EXERCISE BRIEF ▸ Look through the listing and locate every line containing the word "controls"; copy those lines.

ENTRIES PROVIDED Start Marker

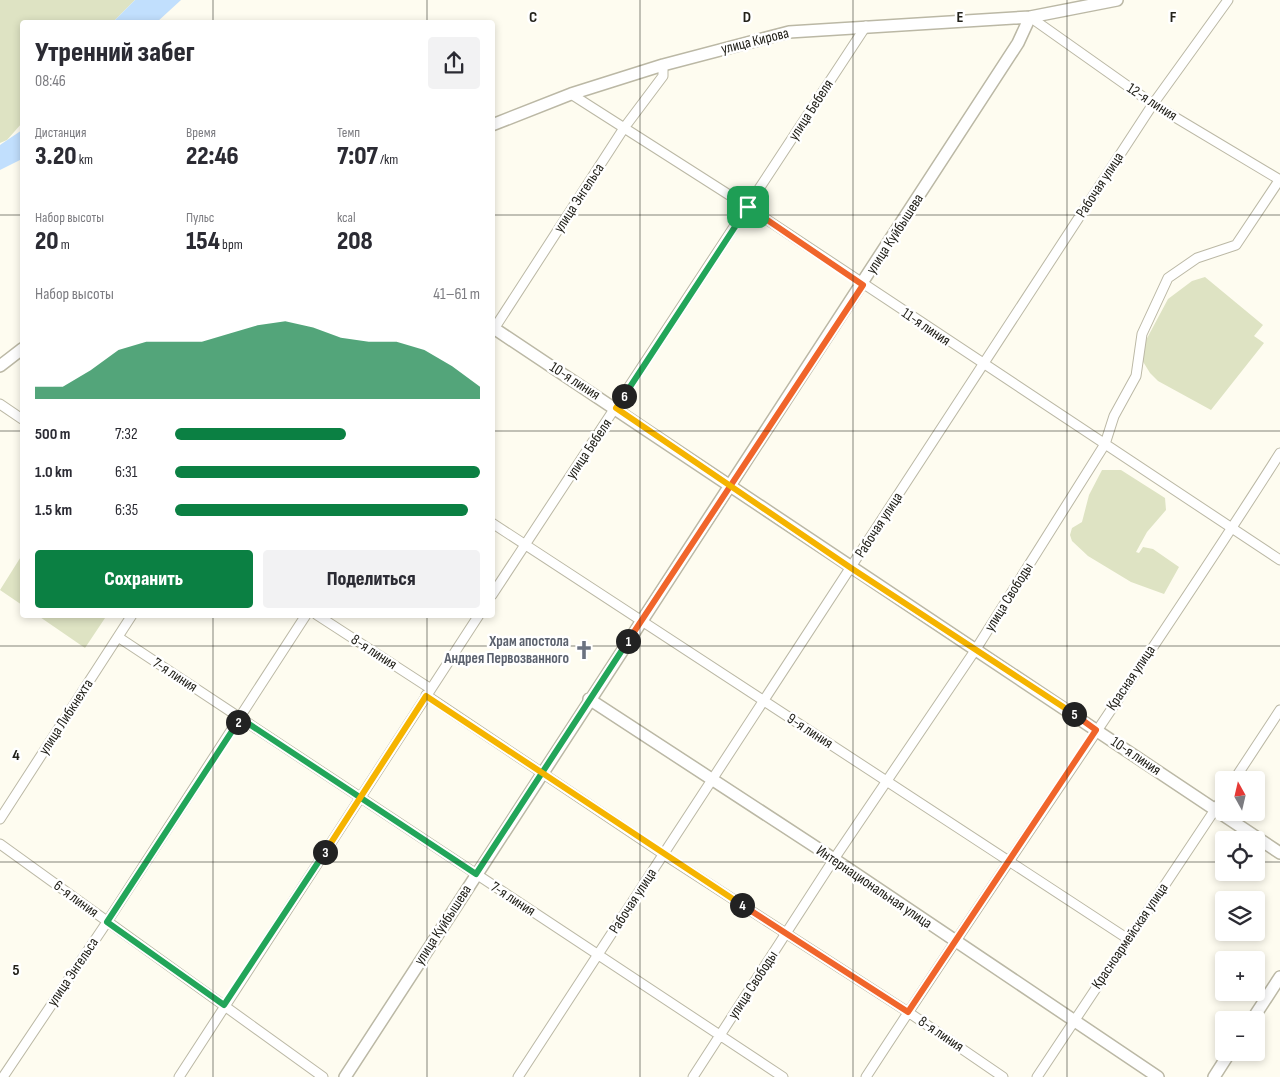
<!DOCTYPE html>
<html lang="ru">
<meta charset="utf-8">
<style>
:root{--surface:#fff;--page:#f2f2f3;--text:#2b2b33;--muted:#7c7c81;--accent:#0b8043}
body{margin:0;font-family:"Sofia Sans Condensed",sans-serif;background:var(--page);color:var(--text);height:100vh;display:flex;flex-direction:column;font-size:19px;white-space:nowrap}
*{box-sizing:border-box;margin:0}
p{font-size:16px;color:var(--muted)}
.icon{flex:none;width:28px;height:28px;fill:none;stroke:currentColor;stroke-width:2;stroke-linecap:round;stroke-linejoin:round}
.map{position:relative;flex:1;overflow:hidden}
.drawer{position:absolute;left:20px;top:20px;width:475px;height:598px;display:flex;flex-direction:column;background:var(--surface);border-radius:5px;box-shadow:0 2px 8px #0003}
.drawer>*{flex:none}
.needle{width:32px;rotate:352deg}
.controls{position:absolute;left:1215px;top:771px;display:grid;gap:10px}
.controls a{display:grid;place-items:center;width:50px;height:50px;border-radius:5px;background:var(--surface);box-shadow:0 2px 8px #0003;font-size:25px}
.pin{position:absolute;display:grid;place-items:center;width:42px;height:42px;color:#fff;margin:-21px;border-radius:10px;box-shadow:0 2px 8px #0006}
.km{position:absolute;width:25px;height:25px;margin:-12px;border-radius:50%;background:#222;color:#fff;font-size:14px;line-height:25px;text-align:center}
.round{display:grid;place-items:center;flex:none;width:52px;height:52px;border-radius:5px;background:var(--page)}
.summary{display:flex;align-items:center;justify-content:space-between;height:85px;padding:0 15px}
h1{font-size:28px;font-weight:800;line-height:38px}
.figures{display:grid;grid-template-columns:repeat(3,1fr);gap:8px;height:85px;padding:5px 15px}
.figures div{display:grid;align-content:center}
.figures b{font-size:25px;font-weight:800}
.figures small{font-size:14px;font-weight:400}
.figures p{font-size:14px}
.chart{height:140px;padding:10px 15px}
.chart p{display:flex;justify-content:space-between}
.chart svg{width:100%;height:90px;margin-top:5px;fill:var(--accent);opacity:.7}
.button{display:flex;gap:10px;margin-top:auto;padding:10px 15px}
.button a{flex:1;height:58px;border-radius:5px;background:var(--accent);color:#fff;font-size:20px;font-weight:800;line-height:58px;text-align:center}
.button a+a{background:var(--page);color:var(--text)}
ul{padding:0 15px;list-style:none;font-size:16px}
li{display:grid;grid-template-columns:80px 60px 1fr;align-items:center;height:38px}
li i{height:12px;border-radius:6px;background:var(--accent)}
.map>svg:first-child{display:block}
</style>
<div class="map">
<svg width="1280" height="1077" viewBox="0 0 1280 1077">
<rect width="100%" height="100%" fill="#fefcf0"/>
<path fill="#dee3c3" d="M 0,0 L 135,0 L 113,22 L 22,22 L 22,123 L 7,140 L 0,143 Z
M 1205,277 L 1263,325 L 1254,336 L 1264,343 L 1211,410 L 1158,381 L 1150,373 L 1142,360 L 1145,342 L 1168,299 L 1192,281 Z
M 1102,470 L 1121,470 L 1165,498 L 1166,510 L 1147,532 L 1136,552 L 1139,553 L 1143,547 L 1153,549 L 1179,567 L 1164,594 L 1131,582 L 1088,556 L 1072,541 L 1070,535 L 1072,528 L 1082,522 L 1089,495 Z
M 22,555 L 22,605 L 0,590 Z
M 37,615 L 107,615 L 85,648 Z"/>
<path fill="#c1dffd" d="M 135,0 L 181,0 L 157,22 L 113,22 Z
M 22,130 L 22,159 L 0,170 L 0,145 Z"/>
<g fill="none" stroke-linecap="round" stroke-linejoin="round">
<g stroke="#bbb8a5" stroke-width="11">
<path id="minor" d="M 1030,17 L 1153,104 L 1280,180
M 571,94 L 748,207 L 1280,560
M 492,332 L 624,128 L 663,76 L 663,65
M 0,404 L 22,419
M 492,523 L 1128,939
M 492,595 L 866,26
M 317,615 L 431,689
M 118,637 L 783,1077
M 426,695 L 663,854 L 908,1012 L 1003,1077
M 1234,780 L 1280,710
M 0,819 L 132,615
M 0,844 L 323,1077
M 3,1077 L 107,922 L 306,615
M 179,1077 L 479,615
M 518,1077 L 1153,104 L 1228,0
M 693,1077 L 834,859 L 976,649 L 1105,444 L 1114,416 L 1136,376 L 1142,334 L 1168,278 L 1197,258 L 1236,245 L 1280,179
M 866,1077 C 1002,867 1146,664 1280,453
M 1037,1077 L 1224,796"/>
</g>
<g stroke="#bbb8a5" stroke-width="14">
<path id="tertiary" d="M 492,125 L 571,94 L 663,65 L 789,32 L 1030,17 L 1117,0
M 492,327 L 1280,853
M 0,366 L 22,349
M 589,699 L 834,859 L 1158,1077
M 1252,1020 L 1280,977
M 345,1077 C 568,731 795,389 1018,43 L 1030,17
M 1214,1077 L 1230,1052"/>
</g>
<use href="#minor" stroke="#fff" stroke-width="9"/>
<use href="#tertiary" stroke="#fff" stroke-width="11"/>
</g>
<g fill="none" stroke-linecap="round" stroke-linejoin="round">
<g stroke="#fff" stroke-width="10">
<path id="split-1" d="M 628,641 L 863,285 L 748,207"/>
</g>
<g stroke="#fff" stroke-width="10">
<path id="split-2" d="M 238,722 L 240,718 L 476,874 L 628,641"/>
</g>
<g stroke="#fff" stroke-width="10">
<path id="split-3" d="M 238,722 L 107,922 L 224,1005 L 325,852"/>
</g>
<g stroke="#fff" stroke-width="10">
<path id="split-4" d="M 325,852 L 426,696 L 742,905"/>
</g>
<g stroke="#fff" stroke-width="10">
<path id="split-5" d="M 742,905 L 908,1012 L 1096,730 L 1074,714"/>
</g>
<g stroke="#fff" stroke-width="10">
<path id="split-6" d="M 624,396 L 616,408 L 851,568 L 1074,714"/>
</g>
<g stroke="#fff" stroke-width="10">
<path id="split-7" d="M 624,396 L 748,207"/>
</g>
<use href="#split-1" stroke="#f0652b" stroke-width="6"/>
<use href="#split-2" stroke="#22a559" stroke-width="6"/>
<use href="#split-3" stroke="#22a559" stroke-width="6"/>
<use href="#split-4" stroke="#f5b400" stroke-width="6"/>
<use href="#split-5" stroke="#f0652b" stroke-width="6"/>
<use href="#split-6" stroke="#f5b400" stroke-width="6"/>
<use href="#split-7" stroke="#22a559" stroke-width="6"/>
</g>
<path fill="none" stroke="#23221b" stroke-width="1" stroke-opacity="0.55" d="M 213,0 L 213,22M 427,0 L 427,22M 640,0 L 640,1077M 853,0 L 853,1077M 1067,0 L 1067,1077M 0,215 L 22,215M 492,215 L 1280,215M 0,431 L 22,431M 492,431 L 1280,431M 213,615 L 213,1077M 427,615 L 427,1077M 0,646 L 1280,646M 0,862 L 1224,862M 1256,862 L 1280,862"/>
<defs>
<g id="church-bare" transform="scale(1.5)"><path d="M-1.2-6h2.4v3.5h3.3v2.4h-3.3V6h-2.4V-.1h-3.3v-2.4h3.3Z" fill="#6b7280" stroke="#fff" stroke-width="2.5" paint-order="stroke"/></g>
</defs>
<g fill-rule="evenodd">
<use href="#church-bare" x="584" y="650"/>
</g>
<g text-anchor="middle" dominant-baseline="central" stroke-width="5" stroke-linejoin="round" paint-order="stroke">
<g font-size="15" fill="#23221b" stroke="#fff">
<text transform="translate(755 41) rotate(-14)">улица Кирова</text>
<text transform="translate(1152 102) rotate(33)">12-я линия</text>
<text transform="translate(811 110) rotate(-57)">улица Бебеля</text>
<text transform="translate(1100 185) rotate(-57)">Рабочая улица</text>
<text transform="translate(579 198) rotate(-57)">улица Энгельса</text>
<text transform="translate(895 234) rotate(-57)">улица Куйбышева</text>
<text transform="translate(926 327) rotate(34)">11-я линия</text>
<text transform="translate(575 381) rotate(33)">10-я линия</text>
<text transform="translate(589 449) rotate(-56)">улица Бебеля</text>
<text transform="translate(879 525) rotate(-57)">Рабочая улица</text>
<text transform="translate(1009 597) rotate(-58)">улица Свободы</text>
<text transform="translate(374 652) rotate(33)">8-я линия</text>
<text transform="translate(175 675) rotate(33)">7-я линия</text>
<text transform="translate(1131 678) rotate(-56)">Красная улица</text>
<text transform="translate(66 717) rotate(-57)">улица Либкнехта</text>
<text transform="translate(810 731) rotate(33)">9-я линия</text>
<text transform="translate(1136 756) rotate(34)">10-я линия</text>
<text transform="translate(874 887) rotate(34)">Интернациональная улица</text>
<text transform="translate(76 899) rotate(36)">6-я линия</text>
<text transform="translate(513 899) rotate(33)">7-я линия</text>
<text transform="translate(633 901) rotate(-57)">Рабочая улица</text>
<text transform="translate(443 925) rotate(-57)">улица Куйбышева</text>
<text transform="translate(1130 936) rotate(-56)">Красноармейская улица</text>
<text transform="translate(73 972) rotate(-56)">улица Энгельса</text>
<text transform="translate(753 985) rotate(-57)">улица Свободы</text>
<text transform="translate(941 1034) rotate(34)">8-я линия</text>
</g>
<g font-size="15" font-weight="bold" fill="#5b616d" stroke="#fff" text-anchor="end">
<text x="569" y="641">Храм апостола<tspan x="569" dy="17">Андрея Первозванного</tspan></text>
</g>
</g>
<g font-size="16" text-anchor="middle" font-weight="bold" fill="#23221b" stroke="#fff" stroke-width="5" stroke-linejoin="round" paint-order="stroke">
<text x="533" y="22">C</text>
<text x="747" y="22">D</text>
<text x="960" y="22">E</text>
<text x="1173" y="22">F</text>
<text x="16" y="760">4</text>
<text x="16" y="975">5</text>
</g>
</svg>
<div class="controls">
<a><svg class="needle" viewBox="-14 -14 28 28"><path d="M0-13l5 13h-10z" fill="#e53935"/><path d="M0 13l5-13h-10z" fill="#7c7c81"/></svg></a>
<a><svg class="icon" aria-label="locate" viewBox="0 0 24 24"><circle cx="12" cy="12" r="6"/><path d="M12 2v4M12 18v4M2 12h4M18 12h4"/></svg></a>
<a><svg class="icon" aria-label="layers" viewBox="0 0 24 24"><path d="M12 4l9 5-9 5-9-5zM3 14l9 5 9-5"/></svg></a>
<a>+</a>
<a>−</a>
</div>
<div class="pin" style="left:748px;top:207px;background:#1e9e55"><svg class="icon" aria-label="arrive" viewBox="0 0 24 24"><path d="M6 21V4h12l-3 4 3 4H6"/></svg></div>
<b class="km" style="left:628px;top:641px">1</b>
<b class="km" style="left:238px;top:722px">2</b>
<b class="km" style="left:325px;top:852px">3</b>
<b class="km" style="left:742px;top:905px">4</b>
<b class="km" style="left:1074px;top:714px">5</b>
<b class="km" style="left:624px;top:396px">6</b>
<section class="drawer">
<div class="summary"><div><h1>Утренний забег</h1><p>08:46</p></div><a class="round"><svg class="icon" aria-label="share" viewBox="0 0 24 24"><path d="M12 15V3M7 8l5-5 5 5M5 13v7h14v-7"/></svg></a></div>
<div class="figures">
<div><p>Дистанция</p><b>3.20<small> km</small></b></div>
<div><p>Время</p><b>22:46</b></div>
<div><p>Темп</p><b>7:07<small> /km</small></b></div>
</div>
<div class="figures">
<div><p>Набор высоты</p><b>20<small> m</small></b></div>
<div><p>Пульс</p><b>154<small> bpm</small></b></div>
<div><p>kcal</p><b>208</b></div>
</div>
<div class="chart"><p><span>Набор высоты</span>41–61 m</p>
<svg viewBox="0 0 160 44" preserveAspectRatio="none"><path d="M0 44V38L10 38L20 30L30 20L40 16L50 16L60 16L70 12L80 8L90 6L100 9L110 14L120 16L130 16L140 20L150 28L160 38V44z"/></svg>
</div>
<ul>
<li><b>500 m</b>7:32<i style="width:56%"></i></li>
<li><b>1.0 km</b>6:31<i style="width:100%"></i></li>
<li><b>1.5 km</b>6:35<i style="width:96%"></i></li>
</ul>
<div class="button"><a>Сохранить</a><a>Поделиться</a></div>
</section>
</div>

ENTRIES PROVIDED End Marker

FINISHED TASK ▸
.controls{position:absolute;left:1215px;top:771px;display:grid;gap:10px}
.controls a{display:grid;place-items:center;width:50px;height:50px;border-radius:5px;background:var(--surface);box-shadow:0 2px 8px #0003;font-size:25px}
<div class="controls">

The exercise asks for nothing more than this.